• [Task to carry out]:
Filter these records by the string "center", copying each line that holds it.

Dataset excerpts:
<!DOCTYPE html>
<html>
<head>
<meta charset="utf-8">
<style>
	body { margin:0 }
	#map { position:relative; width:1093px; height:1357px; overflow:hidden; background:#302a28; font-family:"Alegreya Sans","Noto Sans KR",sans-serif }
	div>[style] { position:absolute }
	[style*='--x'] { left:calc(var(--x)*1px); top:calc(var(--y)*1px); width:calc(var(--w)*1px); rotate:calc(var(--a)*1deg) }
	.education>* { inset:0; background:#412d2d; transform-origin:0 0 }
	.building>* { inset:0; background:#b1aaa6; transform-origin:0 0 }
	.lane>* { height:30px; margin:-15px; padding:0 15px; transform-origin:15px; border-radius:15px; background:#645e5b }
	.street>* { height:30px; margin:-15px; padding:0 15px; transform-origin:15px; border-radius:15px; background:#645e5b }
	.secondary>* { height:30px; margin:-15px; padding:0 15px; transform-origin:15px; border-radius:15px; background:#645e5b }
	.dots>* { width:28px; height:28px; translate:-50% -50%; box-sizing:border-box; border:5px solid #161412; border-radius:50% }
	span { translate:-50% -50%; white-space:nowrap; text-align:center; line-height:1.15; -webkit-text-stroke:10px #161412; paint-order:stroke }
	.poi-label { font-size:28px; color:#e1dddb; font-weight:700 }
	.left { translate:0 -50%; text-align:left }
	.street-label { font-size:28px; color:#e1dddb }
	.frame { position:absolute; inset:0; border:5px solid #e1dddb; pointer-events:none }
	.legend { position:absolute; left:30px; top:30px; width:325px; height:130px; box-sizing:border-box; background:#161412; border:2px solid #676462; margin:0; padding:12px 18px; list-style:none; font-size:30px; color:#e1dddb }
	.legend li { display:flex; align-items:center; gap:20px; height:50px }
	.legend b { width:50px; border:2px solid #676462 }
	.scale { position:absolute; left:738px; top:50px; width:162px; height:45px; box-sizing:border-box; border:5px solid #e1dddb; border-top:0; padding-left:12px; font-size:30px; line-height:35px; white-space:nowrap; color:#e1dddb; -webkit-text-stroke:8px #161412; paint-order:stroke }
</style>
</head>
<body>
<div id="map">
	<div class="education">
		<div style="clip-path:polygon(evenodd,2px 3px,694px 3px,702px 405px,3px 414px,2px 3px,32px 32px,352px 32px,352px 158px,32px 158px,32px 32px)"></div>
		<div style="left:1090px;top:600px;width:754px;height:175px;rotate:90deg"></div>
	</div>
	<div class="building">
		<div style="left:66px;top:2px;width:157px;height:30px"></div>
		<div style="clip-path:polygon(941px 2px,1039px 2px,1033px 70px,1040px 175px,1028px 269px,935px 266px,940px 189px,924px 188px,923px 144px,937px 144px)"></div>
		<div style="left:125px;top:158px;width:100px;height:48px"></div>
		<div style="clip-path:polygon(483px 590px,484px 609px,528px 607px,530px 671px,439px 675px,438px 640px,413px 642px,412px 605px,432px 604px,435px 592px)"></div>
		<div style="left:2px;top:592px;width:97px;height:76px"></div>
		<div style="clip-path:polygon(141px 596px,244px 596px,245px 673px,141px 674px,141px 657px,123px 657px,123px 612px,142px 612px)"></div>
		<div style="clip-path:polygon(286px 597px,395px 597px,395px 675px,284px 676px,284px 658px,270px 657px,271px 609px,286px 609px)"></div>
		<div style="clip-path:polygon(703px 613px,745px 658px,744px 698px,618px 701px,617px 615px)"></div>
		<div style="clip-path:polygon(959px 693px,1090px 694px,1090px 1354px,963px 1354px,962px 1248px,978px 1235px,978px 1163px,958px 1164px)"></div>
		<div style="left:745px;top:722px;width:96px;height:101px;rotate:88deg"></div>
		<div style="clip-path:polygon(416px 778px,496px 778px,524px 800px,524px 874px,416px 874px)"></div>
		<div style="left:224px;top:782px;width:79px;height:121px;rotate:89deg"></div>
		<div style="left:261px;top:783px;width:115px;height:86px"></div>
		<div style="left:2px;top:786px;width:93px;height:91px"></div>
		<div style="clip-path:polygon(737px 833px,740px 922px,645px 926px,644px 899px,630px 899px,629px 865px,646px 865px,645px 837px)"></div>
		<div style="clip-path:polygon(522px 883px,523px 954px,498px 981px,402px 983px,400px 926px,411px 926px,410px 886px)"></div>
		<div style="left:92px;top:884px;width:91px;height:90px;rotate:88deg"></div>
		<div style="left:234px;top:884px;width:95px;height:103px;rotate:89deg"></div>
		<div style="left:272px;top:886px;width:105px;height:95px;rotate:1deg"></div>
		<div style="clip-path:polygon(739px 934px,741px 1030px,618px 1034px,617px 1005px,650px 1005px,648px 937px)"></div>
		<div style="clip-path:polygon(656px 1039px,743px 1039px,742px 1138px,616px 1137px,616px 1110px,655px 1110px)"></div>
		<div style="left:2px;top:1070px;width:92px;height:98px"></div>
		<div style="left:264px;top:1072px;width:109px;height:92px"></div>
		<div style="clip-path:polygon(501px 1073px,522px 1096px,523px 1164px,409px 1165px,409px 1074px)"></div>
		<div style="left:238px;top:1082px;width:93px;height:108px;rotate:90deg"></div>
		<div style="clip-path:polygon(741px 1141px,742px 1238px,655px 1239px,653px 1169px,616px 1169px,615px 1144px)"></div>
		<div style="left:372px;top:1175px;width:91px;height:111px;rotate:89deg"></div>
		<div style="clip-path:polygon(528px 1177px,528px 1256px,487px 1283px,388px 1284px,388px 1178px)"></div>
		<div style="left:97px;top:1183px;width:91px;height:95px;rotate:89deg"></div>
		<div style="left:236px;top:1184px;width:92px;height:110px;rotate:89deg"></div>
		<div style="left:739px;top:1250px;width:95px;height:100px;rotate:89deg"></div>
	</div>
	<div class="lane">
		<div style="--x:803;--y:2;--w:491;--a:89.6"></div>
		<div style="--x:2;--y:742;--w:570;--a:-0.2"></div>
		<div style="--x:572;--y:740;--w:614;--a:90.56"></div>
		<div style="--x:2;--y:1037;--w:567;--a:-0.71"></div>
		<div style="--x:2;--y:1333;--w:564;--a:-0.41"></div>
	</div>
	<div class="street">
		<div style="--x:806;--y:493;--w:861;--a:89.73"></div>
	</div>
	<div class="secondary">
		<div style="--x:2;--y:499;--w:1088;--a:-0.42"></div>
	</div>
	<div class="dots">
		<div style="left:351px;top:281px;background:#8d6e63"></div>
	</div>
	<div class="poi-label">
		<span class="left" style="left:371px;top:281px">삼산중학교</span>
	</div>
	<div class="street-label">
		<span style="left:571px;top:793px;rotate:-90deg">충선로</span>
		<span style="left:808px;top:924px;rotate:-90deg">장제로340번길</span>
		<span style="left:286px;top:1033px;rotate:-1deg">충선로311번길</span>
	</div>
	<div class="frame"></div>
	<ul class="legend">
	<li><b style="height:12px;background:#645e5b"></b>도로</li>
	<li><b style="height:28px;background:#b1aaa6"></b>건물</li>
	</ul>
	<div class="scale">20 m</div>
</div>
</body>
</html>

• [Output]:
	span { translate:-50% -50%; white-space:nowrap; text-align:center; line-height:1.15; -webkit-text-stroke:10px #161412; paint-order:stroke }
	.legend li { display:flex; align-items:center; gap:20px; height:50px }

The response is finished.